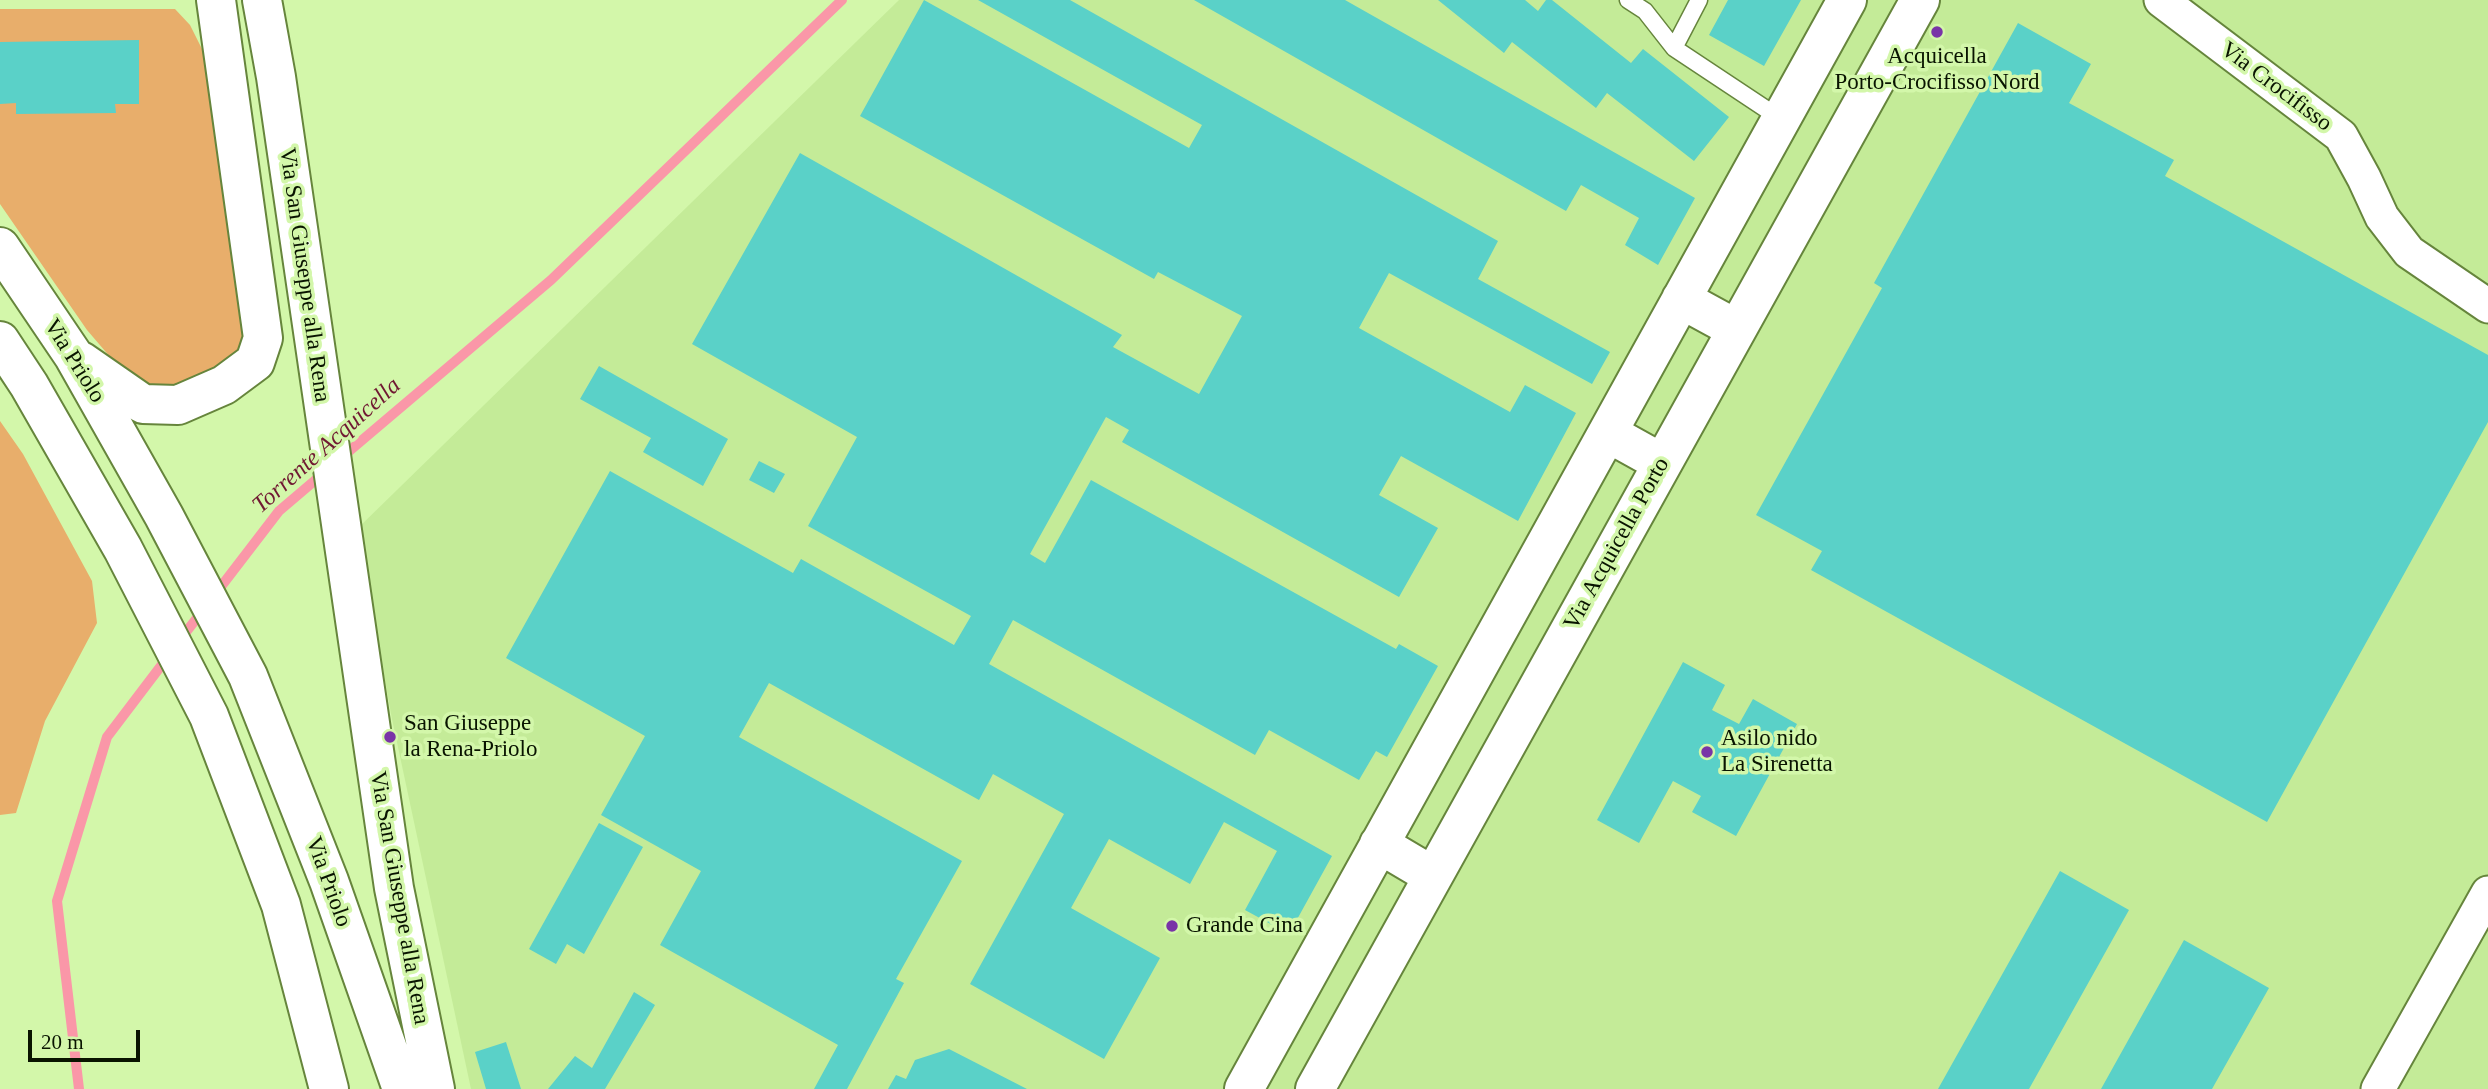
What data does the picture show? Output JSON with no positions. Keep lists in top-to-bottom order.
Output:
{
  "streets": {
    "main road": ["Via San Giuseppe alla Rena", "Via Priolo", "Via Acquicella Porto"],
    "street": ["Via Crocifisso"]
  },
  "water": ["Torrente Acquicella"],
  "places": [
    "Acquicella Porto-Crocifisso Nord",
    "San Giuseppe la Rena-Priolo",
    "Asilo nido La Sirenetta",
    "Grande Cina"
  ],
  "scale_bar": "20 m"
}
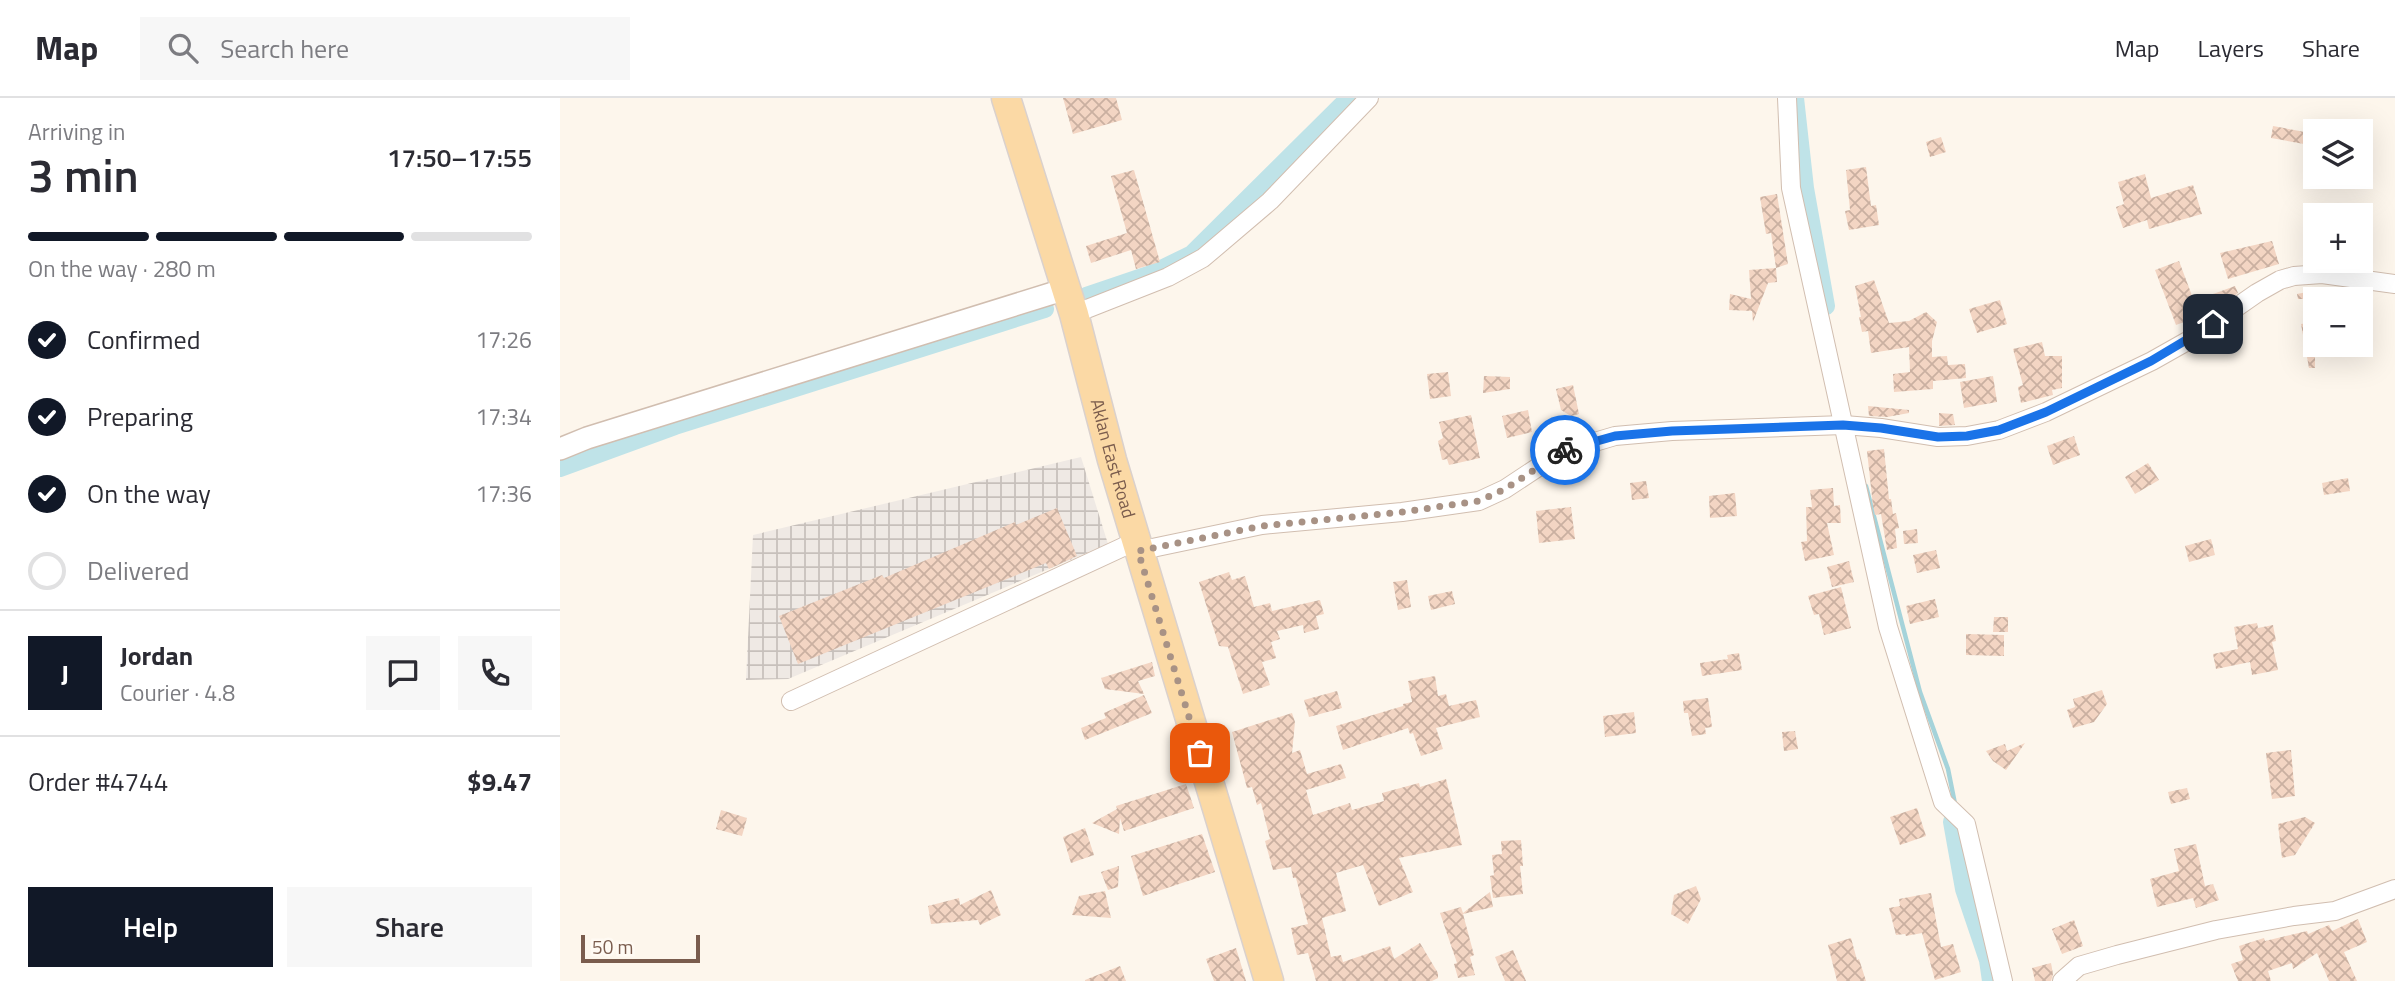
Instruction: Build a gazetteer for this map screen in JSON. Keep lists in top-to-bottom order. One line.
{"streets":{"main road":["Aklan East Road"]},"scale_bar":"50 m","page":{"header":"Map","search":"Search here","nav":["Map","Layers","Share"],"heading":["3 min","Arriving in","17:50–17:55"],"panel":["Jordan","Courier · 4.8","Order #4744","$9.47"],"map_buttons":["+","−"],"bar":"On the way · 280 m","list":[["Confirmed","17:26"],["Preparing","17:34"],["On the way","17:36"],"Delivered"],"round":"J","buttons":["Help","Share"],"scale":"50 m"}}
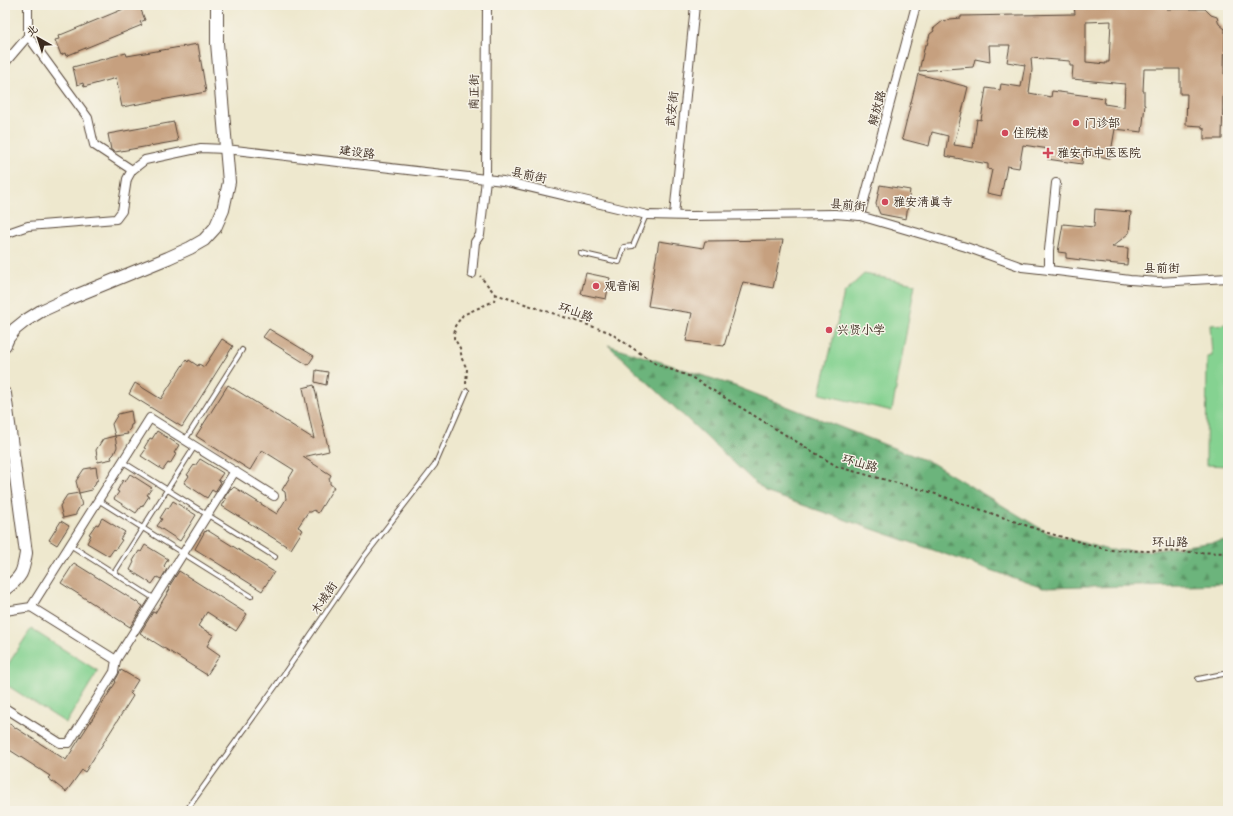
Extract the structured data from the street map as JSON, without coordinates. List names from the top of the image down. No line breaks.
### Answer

◆ ◆ ◆ ◆

*Your task*: Go through the records above. Copy each line in which the string "data" appears.

*Solved problem*:
What data does the picture show? Output JSON with no positions. Keep lists in top-to-bottom order.
Extract the structured data from the street map as JSON, without coordinates. List names from the top of the image down. No line breaks.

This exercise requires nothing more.